Deepseek has completely overhauled its multimodal AI system Janus. The new version, Janus Pro, improves on its predecessor through refined training methods, expanded datasets, and larger model sizes.
The team made several key improvements to their training approach for more efficient data use. They also significantly expanded their training data, adding about 90 million new examples for multimodal understanding from various sources, including YFCC caption datasets and specialized collections for understanding tables, diagrams, memes, and documents.
For image generation, they incorporated about 72 million synthetic training examples, some created using Midjourney. This brought the ratio of real to synthetic data to an even 1:1, according to their paper.
One of the biggest changes is the introduction of a larger model size. While the original 1B version remains available, there's now a 7B version that shows notably better performance in both understanding and generating images.

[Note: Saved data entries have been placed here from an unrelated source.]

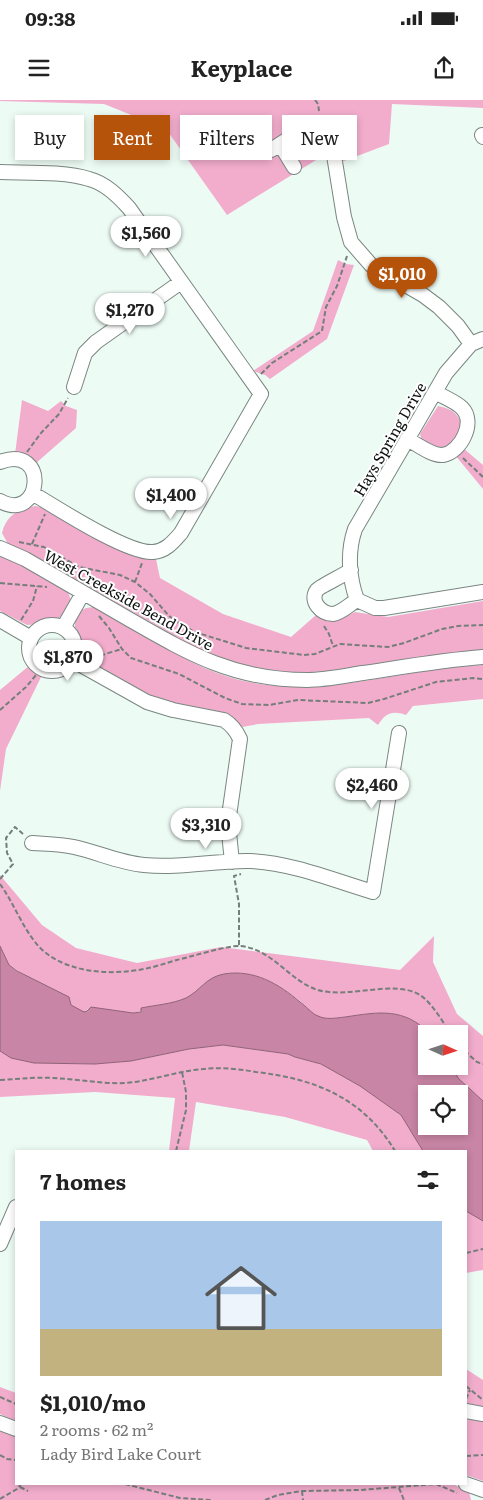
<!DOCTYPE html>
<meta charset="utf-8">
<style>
body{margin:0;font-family:Literata,serif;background:#f2f2f2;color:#222;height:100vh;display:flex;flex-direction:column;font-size:19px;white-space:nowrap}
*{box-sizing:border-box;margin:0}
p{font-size:16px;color:#767676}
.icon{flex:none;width:28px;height:28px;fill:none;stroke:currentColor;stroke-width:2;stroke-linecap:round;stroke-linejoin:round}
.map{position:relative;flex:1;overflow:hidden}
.details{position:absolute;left:15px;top:1050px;width:452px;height:335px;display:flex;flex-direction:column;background:#fff;border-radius:0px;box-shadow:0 2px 8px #0003}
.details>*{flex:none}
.top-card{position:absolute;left:15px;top:15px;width:454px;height:45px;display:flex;gap:10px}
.needle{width:32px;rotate:93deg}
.buttons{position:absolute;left:418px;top:925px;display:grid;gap:10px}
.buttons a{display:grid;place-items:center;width:50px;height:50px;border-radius:0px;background:#fff;box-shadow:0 2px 8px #0003;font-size:25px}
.price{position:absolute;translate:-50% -42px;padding:0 11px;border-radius:18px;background:#fff;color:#222;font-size:16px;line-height:32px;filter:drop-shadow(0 1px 2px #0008)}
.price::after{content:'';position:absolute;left:50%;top:30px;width:15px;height:11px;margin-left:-8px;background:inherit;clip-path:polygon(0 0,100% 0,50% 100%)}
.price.on{background:#b45309;color:#fff}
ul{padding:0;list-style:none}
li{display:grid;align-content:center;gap:10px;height:265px;padding:0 25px}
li+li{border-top:1px solid #e0e0e0}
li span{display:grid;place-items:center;height:155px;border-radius:0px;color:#555}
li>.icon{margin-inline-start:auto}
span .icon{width:90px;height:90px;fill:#fffc;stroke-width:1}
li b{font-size:21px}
h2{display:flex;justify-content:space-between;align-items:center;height:60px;padding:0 25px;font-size:21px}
.pill{padding:0 18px;border-radius:0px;background:#fff;box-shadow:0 2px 8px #0003;font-size:18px;line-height:45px}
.pill.on{background:#b45309;color:#fff}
.status{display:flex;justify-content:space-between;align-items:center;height:35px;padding:0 25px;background:#fff;direction:ltr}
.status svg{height:14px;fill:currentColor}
header{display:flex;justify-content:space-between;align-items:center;height:65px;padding:0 25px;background:#fff;font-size:22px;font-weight:700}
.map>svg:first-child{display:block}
.green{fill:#f2adcd}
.water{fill:#c885a5;stroke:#906278;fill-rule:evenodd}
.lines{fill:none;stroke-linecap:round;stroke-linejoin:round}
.minor-casing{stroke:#7a8781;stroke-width:16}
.path{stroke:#757e7a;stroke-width:2;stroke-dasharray:5 2.5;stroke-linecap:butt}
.minor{stroke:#fff;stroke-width:14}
.labels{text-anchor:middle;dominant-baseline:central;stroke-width:4;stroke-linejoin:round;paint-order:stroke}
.street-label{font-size:15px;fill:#0d1210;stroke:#fff}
</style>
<div class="status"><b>09:38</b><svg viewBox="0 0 49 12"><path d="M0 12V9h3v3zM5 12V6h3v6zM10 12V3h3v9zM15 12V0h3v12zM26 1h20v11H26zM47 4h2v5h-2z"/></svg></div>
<header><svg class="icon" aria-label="menu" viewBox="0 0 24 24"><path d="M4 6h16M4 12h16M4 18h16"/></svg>Keyplace<svg class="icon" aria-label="share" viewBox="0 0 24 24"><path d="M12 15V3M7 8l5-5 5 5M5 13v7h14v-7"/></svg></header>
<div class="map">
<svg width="483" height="1400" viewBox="0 0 483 1400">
<rect width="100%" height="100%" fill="#edfbf5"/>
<!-- green -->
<path class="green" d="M0,0H483V8L392,4L389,44L344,61L321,57L227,115L166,29L104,4L0,1Z
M338,160L346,164L354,165L327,239L270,279L265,275L253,271L313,231Z
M22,300L48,311L61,301L66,306L77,310L76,328L35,364L15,354Z
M438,306C469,311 467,339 442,350L422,341L420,334Z
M463,348L483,365V389L455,355Z
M35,406L46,408L129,454L140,458L156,459L160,478L223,514L291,537L316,515L324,520L333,521L341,519L355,512L388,517L483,501V551L342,570L300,573L278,572L235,563L194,547L44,461L8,444L2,433C6,415 19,409 35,406Z
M0,455L12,460L67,490L71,500L66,513L59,518L38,524L27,525L0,511Z
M94,507C105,511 116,519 127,525C156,542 185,561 217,573C306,606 393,569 483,565V599L413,606L406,615C393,610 385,613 378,625L369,618L258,624L237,628L147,596L88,563L83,556L75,533V519L82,510L86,508Z
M30,565L42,575L6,649L0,691V590Z
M0,775L42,825L76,848L137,863L221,847L400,870L434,836L433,862L457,914L483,936V1001L458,978L452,966H459V934H430C404,907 379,912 345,917C336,918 327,920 318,917C312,914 306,907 301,902C279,884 254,869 224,874C207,877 200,891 186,898C172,904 156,905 141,908L142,911L133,913L91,907L84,912L76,909L9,865L0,846Z
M223,945L288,954L295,957L321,964L360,986L401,1015L423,1051H373L367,1040L285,1017L196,1002L189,1051H169L175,998L95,992L0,997V951L11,958L34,963L95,964L131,961L189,949Z
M466,1111L483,1121V1170L466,1173Z
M466,1269L483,1280V1307L466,1304Z
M0,1287L16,1293V1321L0,1314Z
M466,1319L483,1321V1381L466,1375Z
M0,1330L16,1336V1384H447L455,1385L469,1392L471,1400H0Z"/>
<!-- water -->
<path class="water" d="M0,846L9,865L17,871L69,897L71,905L84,912L87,911L91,907L133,913L141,912V908C156,905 172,904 186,898C200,891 206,877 224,874C254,869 279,884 300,902C306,906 312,914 318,916C326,920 336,918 345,917C379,912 404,907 430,934H426V966H452L458,978L483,1001V1121L466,1111V1051H423L401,1015L360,986L321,964L295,957L288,954L223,945L189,949L131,961L95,964L34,963L11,958L0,951ZM426,994H459V1026H426Z"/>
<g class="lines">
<!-- minor casing -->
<g class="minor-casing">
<path id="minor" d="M482,35L483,37
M280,44L294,67
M271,50L307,27L321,24L331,37L344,117L351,142L371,165L423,195L439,207L458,226L471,244
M0,72C25,73 65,71 89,79C105,83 118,96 129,108L261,294L181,433C173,442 166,451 153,452C128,454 57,408 32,393
M74,287L85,253L96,242L181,182
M407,339C417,344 432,356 443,355C461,352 476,322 462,308C455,301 443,297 435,292
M0,362C50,343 42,424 0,401
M0,448L25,459C59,479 93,498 127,518C188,553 233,580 307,580C325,580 344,576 363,573C403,567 443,560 483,557
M351,470C344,475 319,487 317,490C309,501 321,514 333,514C341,513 350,504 357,500
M357,500C349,478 347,452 355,429L446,273L471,244L483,239
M357,500L375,508H384L483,492
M0,520L31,538
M29 548a23 23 0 1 1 46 0a23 23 0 1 1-46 0Z
M63,528L83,493
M72,560L147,602L173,610L224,620C232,625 236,630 240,639L228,723L232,762
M32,743C46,744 60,744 74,747C97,752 120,763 144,765C181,769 214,760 251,761C292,763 333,780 373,792L399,633
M0,1144L16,1107
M466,1311L483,1314
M0,1323L16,1329
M466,1384L483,1390"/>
</g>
<!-- path -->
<path class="path" d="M315,0L318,4L319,11
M261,274L272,263L322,231L326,207L337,186L347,156
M27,352L41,333L59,314L68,298
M463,358L483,377
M19,442L44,447L79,467L120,475L135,482L150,494L169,516L180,524L195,532L246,548L304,555L315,554L340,544L388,547L404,543L442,529L458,526L483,525
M32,444L45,414
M135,482L142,463
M0,483L47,487
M99,516L109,528L122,549L131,558L179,574L225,598L242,604L269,605L298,600L368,603L384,599L436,582L473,578L483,579
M21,520L33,501L37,486
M324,526L329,534L333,546
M94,560C101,554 113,552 122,549
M0,610L26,587L36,575
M0,779L13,764L7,753L6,738L15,727L23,734
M0,784C13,802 21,824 35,842C59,873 109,876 144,869C155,867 166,863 177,860C190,857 229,845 240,846C273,849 289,881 318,890C348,899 394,879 420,895C433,904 442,921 451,934
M239,845V804L234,776L241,774
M459,946L477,962L483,964
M0,980C18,979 35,977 53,978C77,979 101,984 125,983C152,981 177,971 203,969C221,967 239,969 256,972C316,979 363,998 395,1051
M176,1051L186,1010V992L182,972
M466,1153L483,1149
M466,1286L483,1300
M0,1297L16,1304
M466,1299L470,1290
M0,1355L7,1359L16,1360
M466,1356L483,1355
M125,1384L180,1398L211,1400
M20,1387L28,1391
M399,1388L404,1400
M302,1391L303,1400
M0,1399L17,1389L21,1384
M265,1400L278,1395L302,1391L360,1390L436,1384L457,1393"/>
<!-- minor -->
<use href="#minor" class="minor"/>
</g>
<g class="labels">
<!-- street labels -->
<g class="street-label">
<text transform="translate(389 339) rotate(-60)">Hays Spring Drive</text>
<text transform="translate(129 499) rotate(29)">West Creekside Bend Drive</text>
</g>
</g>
</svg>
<div class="buttons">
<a><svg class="needle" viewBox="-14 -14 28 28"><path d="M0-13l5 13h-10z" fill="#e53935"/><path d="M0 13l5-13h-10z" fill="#767676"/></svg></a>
<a><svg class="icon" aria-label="locate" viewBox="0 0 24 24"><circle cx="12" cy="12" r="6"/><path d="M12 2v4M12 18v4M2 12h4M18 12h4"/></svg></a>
</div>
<b class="price" style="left:146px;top:158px">$1,560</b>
<b class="price on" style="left:402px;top:199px">$1,010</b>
<b class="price" style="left:130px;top:235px">$1,270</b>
<b class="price" style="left:171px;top:420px">$1,400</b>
<b class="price" style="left:68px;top:582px">$1,870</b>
<b class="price" style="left:372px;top:710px">$2,460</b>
<b class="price" style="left:206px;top:750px">$3,310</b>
<div class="top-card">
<a class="pill">Buy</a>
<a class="pill on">Rent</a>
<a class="pill">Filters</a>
<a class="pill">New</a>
</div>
<section class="details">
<h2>7 homes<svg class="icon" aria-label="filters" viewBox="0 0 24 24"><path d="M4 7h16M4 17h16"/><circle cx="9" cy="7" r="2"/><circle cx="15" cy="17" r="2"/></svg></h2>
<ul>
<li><span style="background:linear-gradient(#a9c7e8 70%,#c2b280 0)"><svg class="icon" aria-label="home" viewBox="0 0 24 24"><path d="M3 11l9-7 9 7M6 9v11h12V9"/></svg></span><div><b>$1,010/mo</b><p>2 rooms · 62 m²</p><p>Lady Bird Lake Court</p></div></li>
</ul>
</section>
</div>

In benchmark testing, the larger Janus Pro-7B scored 79.2 on MMBench for multimodal understanding, well above its predecessor's 69.4. While this marks significant progress, some similar-sized competing models still perform better.
Higher quality in image generation
The most noticeable improvements show up in prompt following. Where the earlier version struggled with brief instructions and inconsistent image quality, Janus Pro can now create detailed, consistent images from short prompts and handle complex instructions more effectively, the team says.
These improvements show up in the numbers: Janus Pro scored 80% accuracy on GenEval, compared to its predecessor's 61%. It even outperformed DALL-E 3 (67%) and Stable Diffusion 3 Medium (74%) on this metric - though these benchmarks don't tell the whole story about image quality, where both competitors still typically produce better results and better models are available.
One significant limitation holds Janus Pro back: both input and output images are restricted to 384 x 384 pixels. This affects quality, especially for fine details like faces, and makes it harder for the system to understand text in images. The team suggests future versions with higher resolution could solve these issues.
While Deepseek hasn't confirmed whether these improvements will appear in a future Janus release, it seems likely. The company recently gained attention with its R1 model - some called it the AI "Sputnik moment" for the US - and attracted new customers. A capable multimodal model could help them compete more effectively with OpenAI's ChatGPT, assuming they have the necessary computing infrastructure.
More information, the code, and the model are available on GitHub and HuggingFace. There is also a demo available.